While on the subject, my friend and I discussed another word, one I have just recently learned: zi-zi, meaning penis. It is similar in tone to the way a child might say wee-wee, but more widely used. I first heard it in a conversation between two of Joanie’s caregivers at daycare, Lise and Esfir.

(I’ve translated their conversation because my French grammar is hopeless.)

Lise: Why is Lawrence wet?

Esfir: He is not. Is he?

Lise: He is. Touch his leg.

Esfir: (With her thumb and index finger around Lawrence fat baby thigh) Eh? It makes no sense I just changes him.
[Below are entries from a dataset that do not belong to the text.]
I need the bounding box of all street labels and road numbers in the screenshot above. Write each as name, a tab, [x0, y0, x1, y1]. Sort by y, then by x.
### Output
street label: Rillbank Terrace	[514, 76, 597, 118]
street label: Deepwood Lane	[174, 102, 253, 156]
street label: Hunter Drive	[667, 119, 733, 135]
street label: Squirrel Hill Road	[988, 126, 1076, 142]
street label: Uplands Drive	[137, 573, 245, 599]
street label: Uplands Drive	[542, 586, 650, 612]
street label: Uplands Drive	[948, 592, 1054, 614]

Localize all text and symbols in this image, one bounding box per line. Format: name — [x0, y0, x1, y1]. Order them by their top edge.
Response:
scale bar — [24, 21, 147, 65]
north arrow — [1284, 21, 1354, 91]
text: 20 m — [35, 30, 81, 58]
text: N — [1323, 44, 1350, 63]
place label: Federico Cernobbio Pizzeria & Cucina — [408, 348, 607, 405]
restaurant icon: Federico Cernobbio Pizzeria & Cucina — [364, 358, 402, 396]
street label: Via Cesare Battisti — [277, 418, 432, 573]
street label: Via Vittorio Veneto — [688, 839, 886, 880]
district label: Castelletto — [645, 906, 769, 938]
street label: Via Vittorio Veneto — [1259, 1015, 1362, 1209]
Lise: (Taking Lawrence to the change table. Bursting with laughter after removing the diaper) Esfir, Esfir, comes see. You put his zi-zi to the side and he peed out the leg hole.

Two things strike me about this exchange. One: adults can call a penis zi-zi in conversation with each other and apparently it’s not weird. Two: parents of boys have to worry about the direction of the zi-zi. It has occurred to me that while I have learned so much about parenting, and I understand that gender is fluid, and I believe that most of what is true for baby girls is true for baby boys, there are things about boys that will never apply to girls. I am so glad that I never have to worry about zi-zi direction. That is unless I have another child and it’s a boy. Then I’ll be fluent in zi-zi and speak comfortably about pee-pee direction with all the other full grown adults.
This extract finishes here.